(Source records)
───

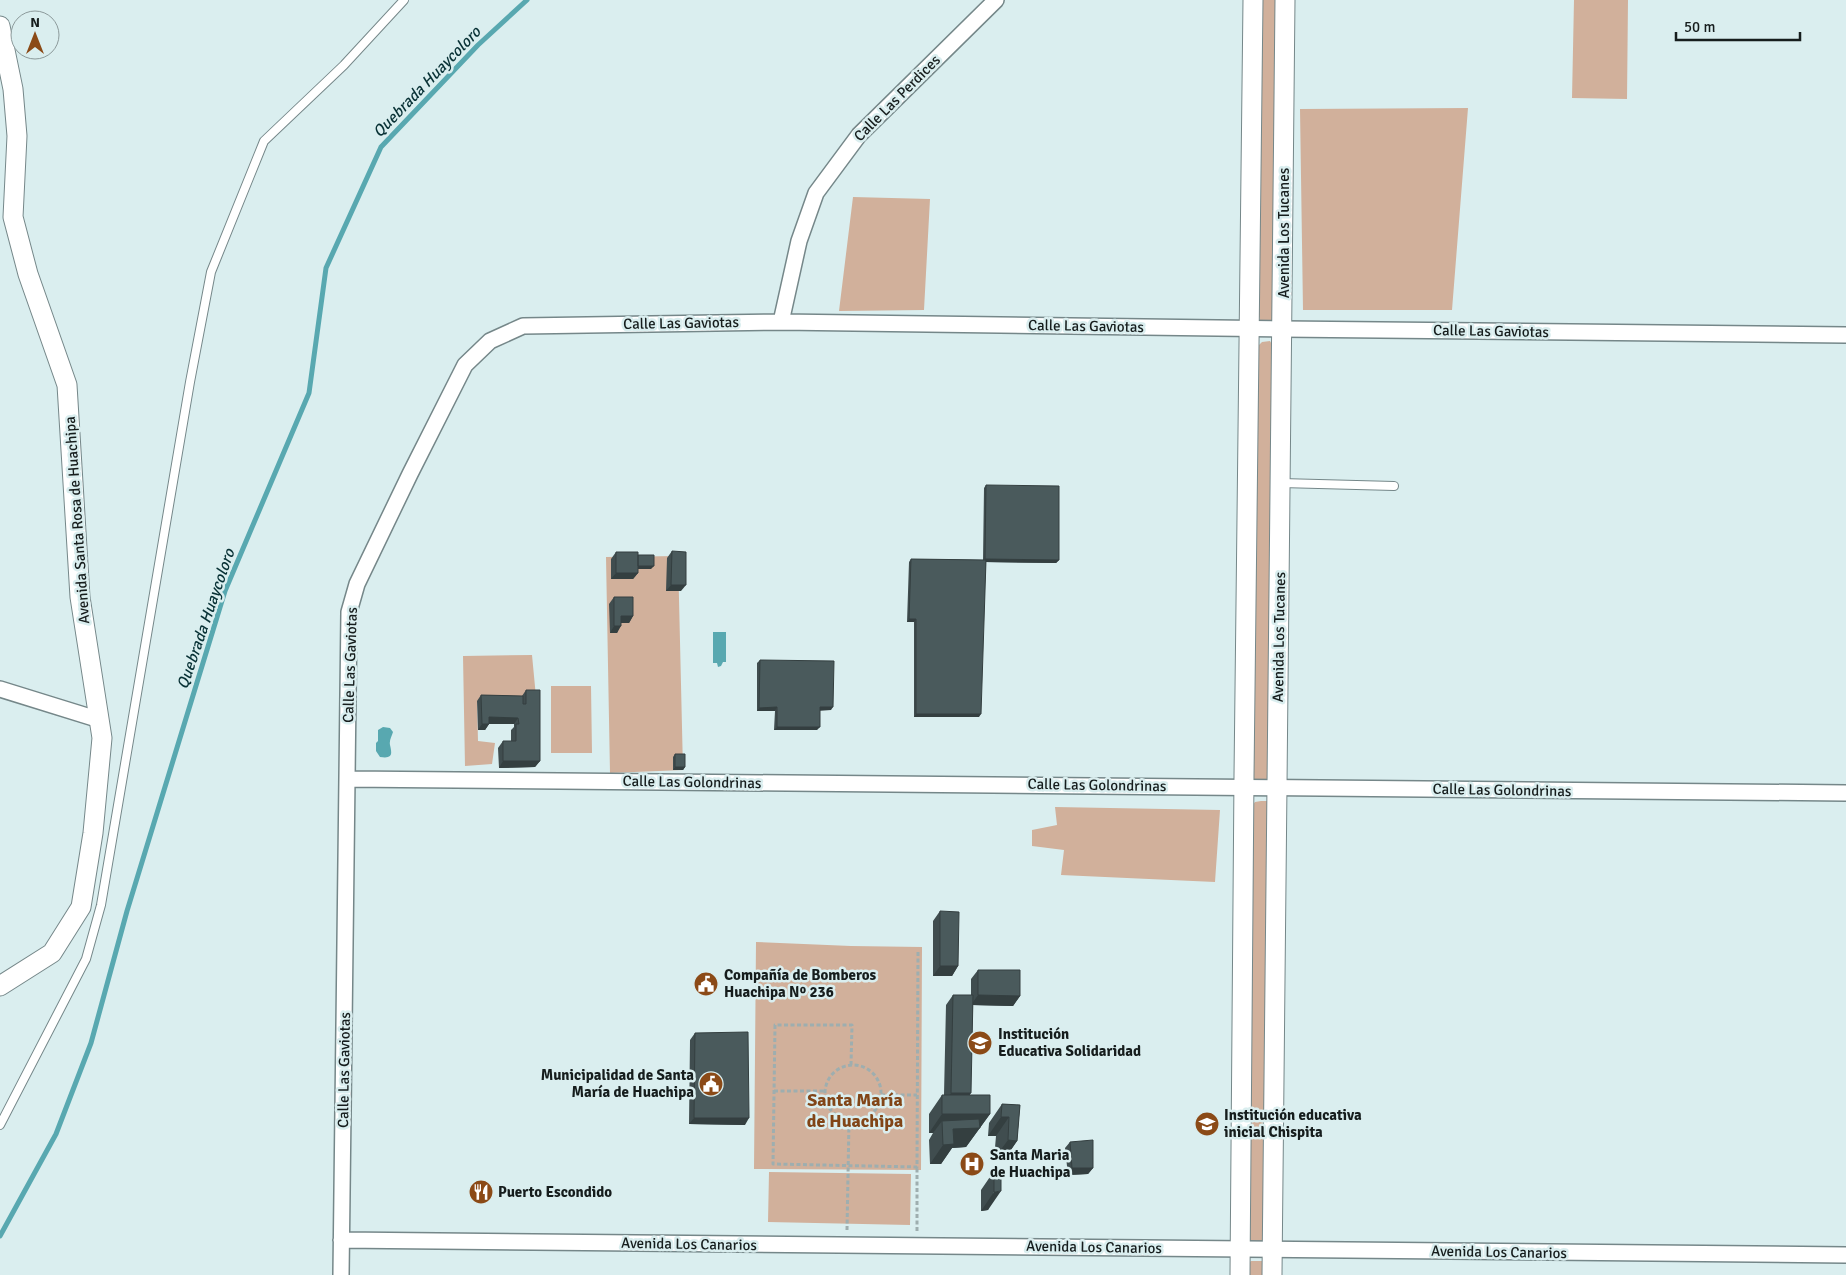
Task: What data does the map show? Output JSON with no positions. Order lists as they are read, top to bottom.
{
  "streets": {
    "street": [
      "Calle Las Perdices",
      "Avenida Los Tucanes",
      "Calle Las Gaviotas",
      "Avenida Santa Rosa de Huachipa",
      "Calle Las Golondrinas",
      "Avenida Los Canarios"
    ]
  },
  "crossings": [
    ["Calle Las Perdices", "Calle Las Gaviotas"],
    ["Avenida Los Tucanes", "Calle Las Gaviotas"],
    ["Avenida Los Tucanes", "Calle Las Golondrinas"],
    ["Avenida Los Tucanes", "Avenida Los Canarios"],
    ["Calle Las Gaviotas", "Calle Las Golondrinas"],
    ["Calle Las Gaviotas", "Avenida Los Canarios"]
  ],
  "districts": ["Santa María de Huachipa"],
  "water": ["Quebrada Huaycoloro"],
  "places": {
    "public building": ["Compañía de Bomberos Huachipa Nº 236", "Municipalidad de Santa María de Huachipa"],
    "school or university": ["Institución Educativa Solidaridad", "Institución educativa inicial Chispita"],
    "hospital": ["Santa Maria de Huachipa"],
    "restaurant": ["Puerto Escondido"]
  },
  "scale_bar": "50 m",
  "north": "top"
}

───

What you should do =
I need the entries printed exactly, with each picture left out.

Answer section =
Task: What data does the map show? Output JSON with no positions. Order lists as they are read, top to bottom.
{
  "streets": {
    "street": [
      "Calle Las Perdices",
      "Avenida Los Tucanes",
      "Calle Las Gaviotas",
      "Avenida Santa Rosa de Huachipa",
      "Calle Las Golondrinas",
      "Avenida Los Canarios"
    ]
  },
  "crossings": [
    ["Calle Las Perdices", "Calle Las Gaviotas"],
    ["Avenida Los Tucanes", "Calle Las Gaviotas"],
    ["Avenida Los Tucanes", "Calle Las Golondrinas"],
    ["Avenida Los Tucanes", "Avenida Los Canarios"],
    ["Calle Las Gaviotas", "Calle Las Golondrinas"],
    ["Calle Las Gaviotas", "Avenida Los Canarios"]
  ],
  "districts": ["Santa María de Huachipa"],
  "water": ["Quebrada Huaycoloro"],
  "places": {
    "public building": ["Compañía de Bomberos Huachipa Nº 236", "Municipalidad de Santa María de Huachipa"],
    "school or university": ["Institución Educativa Solidaridad", "Institución educativa inicial Chispita"],
    "hospital": ["Santa Maria de Huachipa"],
    "restaurant": ["Puerto Escondido"]
  },
  "scale_bar": "50 m",
  "north": "top"
}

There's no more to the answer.